[Start of Attachment]

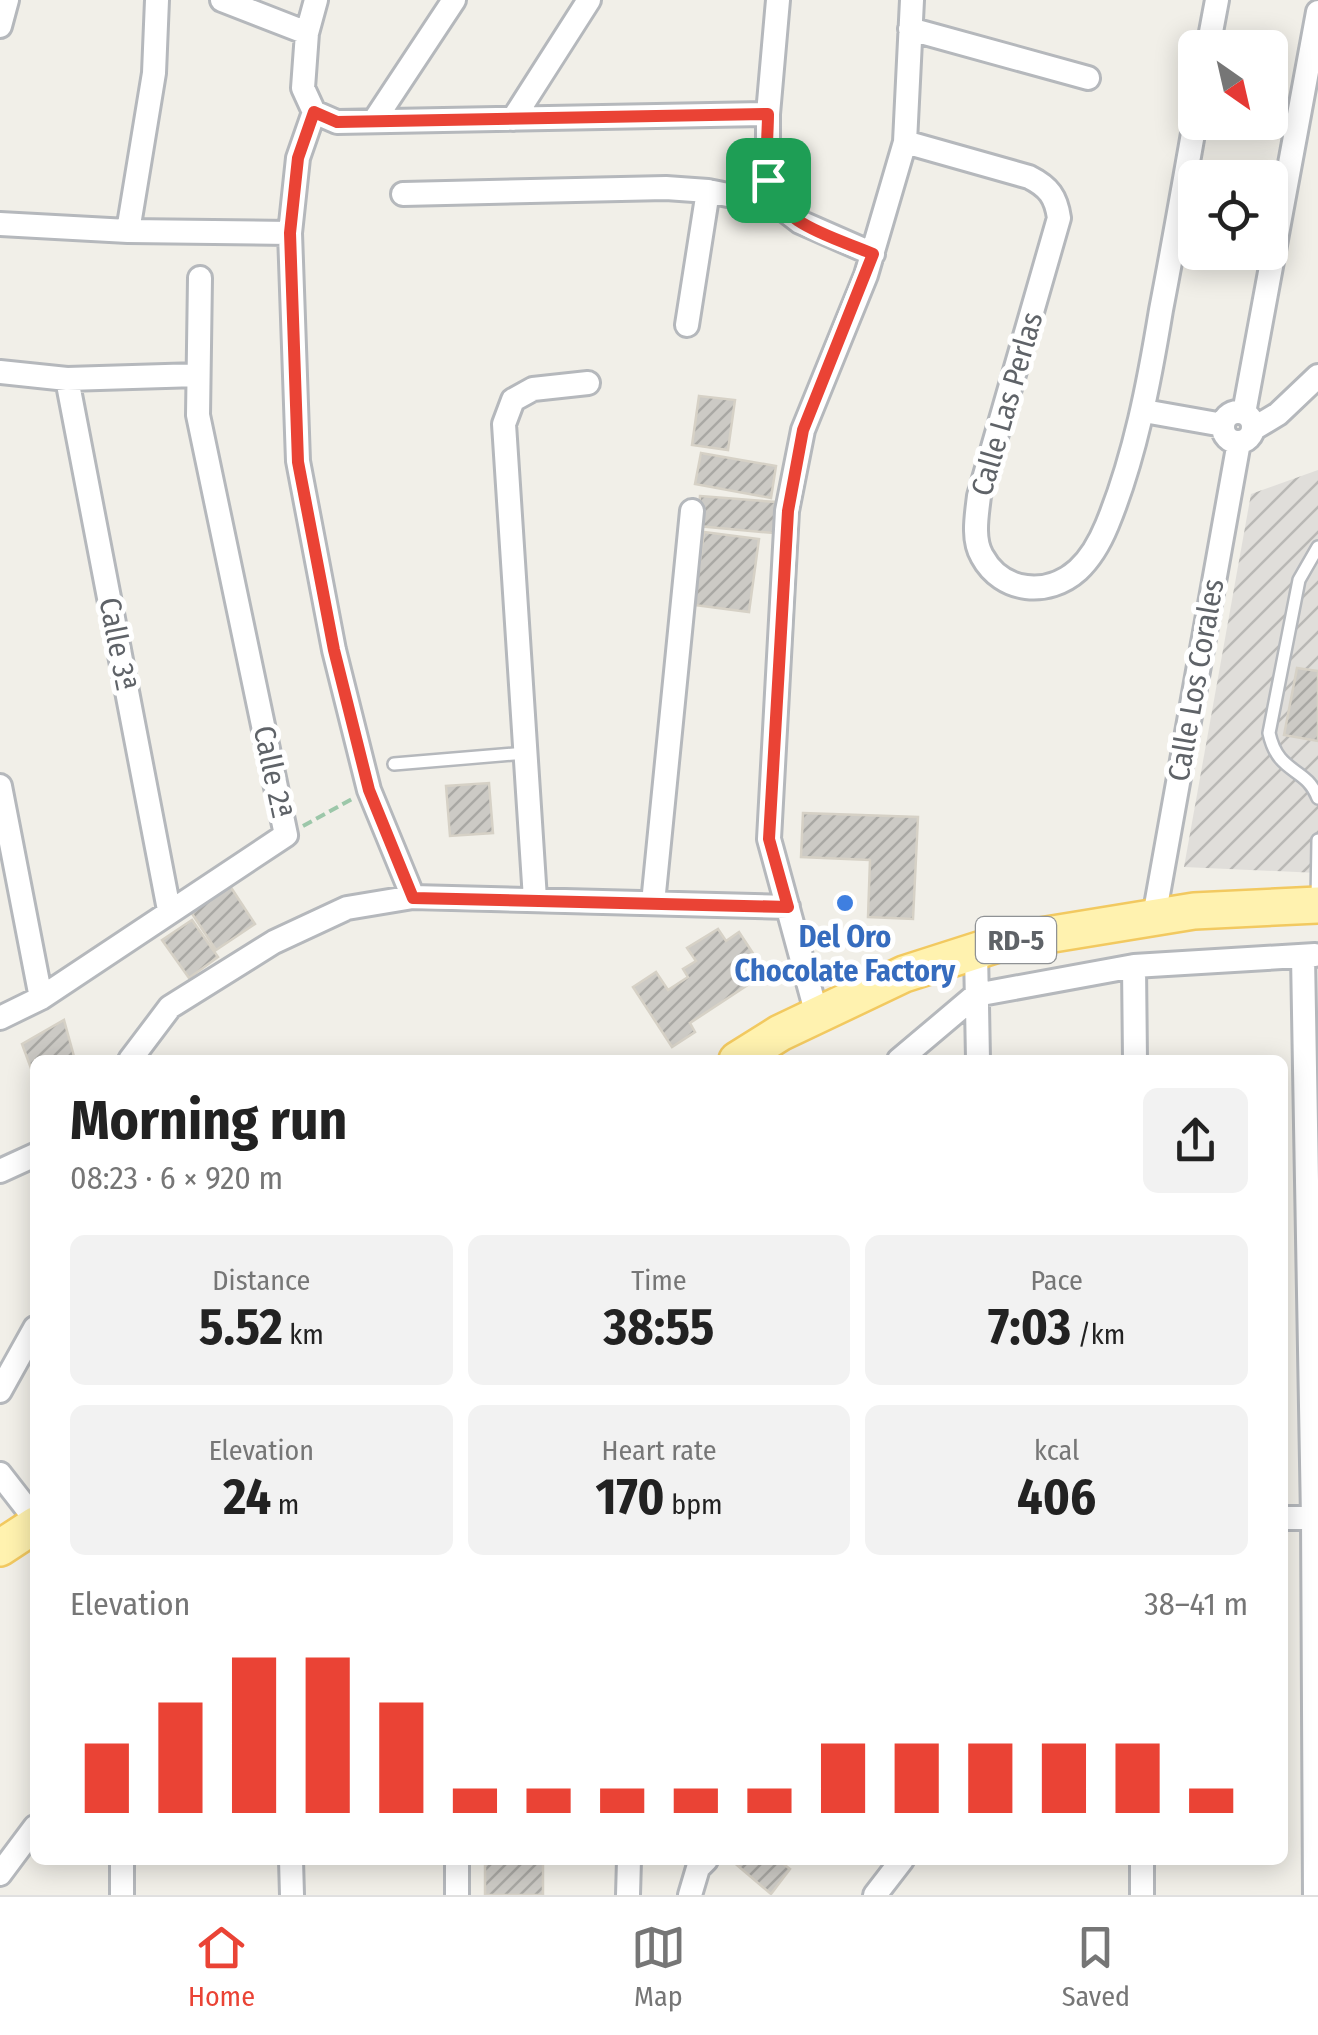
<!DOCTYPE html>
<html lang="en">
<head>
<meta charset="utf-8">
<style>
	:root { --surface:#fff; --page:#f2f2f2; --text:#222; --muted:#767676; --line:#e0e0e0; --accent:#ea4335 }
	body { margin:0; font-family:"Fira Sans Condensed",sans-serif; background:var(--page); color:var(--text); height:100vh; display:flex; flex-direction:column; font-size:38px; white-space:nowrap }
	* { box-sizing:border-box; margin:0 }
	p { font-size:32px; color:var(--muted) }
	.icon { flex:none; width:55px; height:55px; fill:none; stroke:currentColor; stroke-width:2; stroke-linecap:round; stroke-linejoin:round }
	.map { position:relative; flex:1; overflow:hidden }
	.drawer { position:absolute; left:30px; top:1055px; width:1258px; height:810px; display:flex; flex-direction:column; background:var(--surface); border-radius:15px; box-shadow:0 5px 25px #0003 }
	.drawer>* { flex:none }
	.needle { width:65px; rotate:146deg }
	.controls { position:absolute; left:1178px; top:30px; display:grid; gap:20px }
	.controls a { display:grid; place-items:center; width:110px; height:110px; border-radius:15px; background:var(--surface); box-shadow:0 5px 25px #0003; font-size:50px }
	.pin { position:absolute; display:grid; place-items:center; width:85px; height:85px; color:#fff; margin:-42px; border-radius:20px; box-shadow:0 5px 15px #0006 }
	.round { display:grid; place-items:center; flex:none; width:105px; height:105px; border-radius:15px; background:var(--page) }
	.head { display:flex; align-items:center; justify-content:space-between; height:170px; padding:0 40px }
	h1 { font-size:55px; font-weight:700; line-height:75px }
	.figures { display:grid; grid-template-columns:repeat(3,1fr); gap:15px; height:170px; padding:10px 40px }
	.figures div { display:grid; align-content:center; border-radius:15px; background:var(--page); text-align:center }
	.figures b { font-size:50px; font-weight:700 }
	.figures small { font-size:28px; font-weight:400 }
	.figures p { font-size:28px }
	.chart { height:280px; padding:20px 40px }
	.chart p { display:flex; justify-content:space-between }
	.chart svg { width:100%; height:180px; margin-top:10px; stroke:var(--accent); stroke-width:6 }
	.tab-bar { display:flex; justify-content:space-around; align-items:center; height:140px; border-top:2px solid var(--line); background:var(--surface); font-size:28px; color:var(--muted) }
	.tab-bar a { display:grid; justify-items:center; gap:5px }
	.tab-bar .current { color:var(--accent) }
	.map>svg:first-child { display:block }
</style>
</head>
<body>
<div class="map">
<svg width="1318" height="1895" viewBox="0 0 1318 1895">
	<defs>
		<pattern id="industrial-furrows" width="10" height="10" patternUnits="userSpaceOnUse" patternTransform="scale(2.5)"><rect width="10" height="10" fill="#e0deda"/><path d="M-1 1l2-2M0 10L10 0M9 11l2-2" fill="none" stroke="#b9b8b5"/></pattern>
		<pattern id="building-hatch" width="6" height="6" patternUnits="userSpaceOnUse" patternTransform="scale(2.5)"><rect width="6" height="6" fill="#cccac5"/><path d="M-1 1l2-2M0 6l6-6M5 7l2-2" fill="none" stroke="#a9a8a4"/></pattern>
	</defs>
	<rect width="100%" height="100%" fill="#f1efe8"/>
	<path fill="url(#industrial-furrows)" d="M1318 470V873L1184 867 1251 494Z"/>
	<path fill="url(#building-hatch)" stroke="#d6d1c6" stroke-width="2.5" d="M699 396 735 400 728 450 692 445Z
		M701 453 776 466 771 498 695 484Z
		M700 496 776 502 773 533 698 526Z
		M704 532 759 539 749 612 694 605Z
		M1297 668 1318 671V741L1284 735Z
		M489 783 493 833 450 836 446 786Z
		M803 813 918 817 913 919 868 917 870 860 801 857Z
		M230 886 255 924 216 950 191 912Z
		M192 920 218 957 189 978 162 940Z
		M718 929 726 941 739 932 766 973 690 1023 695 1032 672 1047 633 987 656 972 668 990 688 977 683 969 696 961 687 948Z
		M64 1020 75 1060H35V1079L22 1044Z
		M485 1860H543V1895H485Z
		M731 1860H778L790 1869 771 1894Z"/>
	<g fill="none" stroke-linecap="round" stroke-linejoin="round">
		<g stroke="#b5b8bc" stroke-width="16">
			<path id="service" d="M1318 547 1299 580 1269 733C1278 775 1306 766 1318 798
				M394 764 526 753
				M1317 901 1318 840"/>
		</g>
		<g stroke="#b5b8bc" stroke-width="28">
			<path id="minor" d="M222 0 307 33
				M778 0 768 114V180L778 205 800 222 873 254
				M0 26 7 0
				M910 29 1088 78
				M1208 48 1217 0
				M314 112 337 122 768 114
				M513 119 589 0
				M374 121 454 0
				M905 142 1029 177C1049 187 1056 197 1059 218L979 496C977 514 972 539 982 556 1002 593 1048 597 1078 570 1092 557 1100 542 1107 525 1135 457 1149 383 1161 310 1173 248 1184 185 1195 122
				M403 194 666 188 708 191
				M0 224 128 231 290 233 298 461 334 650 369 790 413 897
				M128 231 154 73 157 0
				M290 233 298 158 314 112 303 88 307 33 316 0
				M687 325 708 191 778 205
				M0 372 67 379 198 375
				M67 379 169 910
				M1144 411 1223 425
				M1223 427a15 15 0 1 1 30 0a15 15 0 1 1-30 0Z
				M1244 413 1318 12
				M1253 429 1278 414 1318 376
				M0 786 41 998
				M535 899 504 424 513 400 533 389 588 383
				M653 903 692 511
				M1154 917 1239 442
				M976 951 978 1060
				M1303 956 1313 1518 1315 1895
				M1134 966 1135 1060
				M817 1015 769 839 787 511 803 430 866 275 905 142 912 0
				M0 1018 41 998 286 835 198 415 200 278
				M130 1060 170 1007 274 942 347 908 413 897 788 907
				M899 1060 976 995 1134 966 1315 955
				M0 1171 35 1155
				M0 1391 35 1328
				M0 1474 35 1519
				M1282 1518H1318
				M122 1860V1895
				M291 1860 292 1895
				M1142 1860V1895
				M0 1874 35 1827
				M457 1895V1860
				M628 1895 629 1860
				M690 1895 698 1868 706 1860
				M875 1895 902 1860"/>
		</g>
		<g stroke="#f2c960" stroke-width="40">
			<path id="primary" d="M737 1060 780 1033 904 974 1004 942 1194 911 1318 905
				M0 1548 35 1525"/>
		</g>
		<path stroke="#9cc7a9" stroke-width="4" stroke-dasharray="10 5" stroke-linecap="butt" d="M303 826 352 799"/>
		<use href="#service" stroke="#fff" stroke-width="11"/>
		<use href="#minor" stroke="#fff" stroke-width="22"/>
		<use href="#primary" stroke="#fff2af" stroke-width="35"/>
	</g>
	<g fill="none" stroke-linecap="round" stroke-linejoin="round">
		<g stroke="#fff" stroke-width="20">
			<path id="route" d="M314 112 337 122 768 114C768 134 765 157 768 178 774 224 837 238 873 254L803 430 788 511 769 839 788 907 413 898 369 790 334 650 298 462 290 233 298 158Z"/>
		</g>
		<use href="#route" stroke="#ea4335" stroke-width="12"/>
	</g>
	<circle fill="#3f7fe0" stroke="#fff" stroke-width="4" cx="845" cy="903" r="10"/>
	<g text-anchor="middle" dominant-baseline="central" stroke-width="10" stroke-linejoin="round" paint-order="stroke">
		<rect fill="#fff" stroke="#8f9295" stroke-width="2.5" x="976" y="917" width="80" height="46" rx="8"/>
		<g font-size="28" font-weight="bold" fill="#5f6368">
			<text x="1016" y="940">RD-5</text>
		</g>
		<g font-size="30" fill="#5f6368" stroke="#fff">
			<text transform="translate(1007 404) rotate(-74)">Calle Las Perlas</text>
			<text transform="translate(118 644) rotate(79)">Calle 3ª</text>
			<text transform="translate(1196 680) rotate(-80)">Calle Los Corales</text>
			<text transform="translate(273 772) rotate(78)">Calle 2ª</text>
		</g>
		<g font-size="30" font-weight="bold" fill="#366cbe" stroke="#fff">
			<text x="845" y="937">Del Oro<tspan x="845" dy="34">Chocolate Factory</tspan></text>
		</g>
	</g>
</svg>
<div class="controls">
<a><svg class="needle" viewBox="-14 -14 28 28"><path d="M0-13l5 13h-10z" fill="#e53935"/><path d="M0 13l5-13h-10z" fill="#767676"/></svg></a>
<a><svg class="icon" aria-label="locate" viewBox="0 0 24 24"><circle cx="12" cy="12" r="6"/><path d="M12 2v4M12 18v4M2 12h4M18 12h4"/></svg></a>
</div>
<div class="pin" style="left:768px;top:180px;background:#1e9e55"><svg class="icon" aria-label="arrive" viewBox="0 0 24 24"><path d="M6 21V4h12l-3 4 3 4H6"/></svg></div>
<section class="drawer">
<div class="head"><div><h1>Morning run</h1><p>08:23 · 6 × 920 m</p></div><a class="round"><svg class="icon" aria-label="share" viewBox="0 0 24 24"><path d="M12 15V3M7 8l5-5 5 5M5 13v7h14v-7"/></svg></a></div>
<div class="figures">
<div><p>Distance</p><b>5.52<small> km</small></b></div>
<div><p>Time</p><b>38:55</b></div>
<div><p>Pace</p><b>7:03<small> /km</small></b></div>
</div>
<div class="figures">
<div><p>Elevation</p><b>24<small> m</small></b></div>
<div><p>Heart rate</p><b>170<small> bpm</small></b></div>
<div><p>kcal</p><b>406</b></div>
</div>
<div class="chart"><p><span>Elevation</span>38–41 m</p>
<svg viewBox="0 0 160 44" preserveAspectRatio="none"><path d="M5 44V27M15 44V17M25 44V6M35 44V6M45 44V17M55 44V38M65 44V38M75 44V38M85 44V38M95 44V38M105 44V27M115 44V27M125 44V27M135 44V27M145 44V27M155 44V38"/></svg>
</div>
</section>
</div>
<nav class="tab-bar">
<a class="current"><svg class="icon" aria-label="home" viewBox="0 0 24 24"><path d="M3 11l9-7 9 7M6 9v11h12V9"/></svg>Home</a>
<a><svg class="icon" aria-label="map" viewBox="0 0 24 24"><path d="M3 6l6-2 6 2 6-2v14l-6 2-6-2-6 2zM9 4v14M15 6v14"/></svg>Map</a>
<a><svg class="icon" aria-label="saved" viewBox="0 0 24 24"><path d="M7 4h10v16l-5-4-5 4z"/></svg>Saved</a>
</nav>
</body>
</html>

[End of Attachment]

### [WORK TO BE COMPLETED]
Only the lines from the start of the records to the one containing "position:absolute; left:1178px; top:30px;" should be repeated, exactly and with both ends kept; drop any pictures.

### [RESPONSE BOX]
<!DOCTYPE html>
<html lang="en">
<head>
<meta charset="utf-8">
<style>
	:root { --surface:#fff; --page:#f2f2f2; --text:#222; --muted:#767676; --line:#e0e0e0; --accent:#ea4335 }
	body { margin:0; font-family:"Fira Sans Condensed",sans-serif; background:var(--page); color:var(--text); height:100vh; display:flex; flex-direction:column; font-size:38px; white-space:nowrap }
	* { box-sizing:border-box; margin:0 }
	p { font-size:32px; color:var(--muted) }
	.icon { flex:none; width:55px; height:55px; fill:none; stroke:currentColor; stroke-width:2; stroke-linecap:round; stroke-linejoin:round }
	.map { position:relative; flex:1; overflow:hidden }
	.drawer { position:absolute; left:30px; top:1055px; width:1258px; height:810px; display:flex; flex-direction:column; background:var(--surface); border-radius:15px; box-shadow:0 5px 25px #0003 }
	.drawer>* { flex:none }
	.needle { width:65px; rotate:146deg }
	.controls { position:absolute; left:1178px; top:30px; display:grid; gap:20px }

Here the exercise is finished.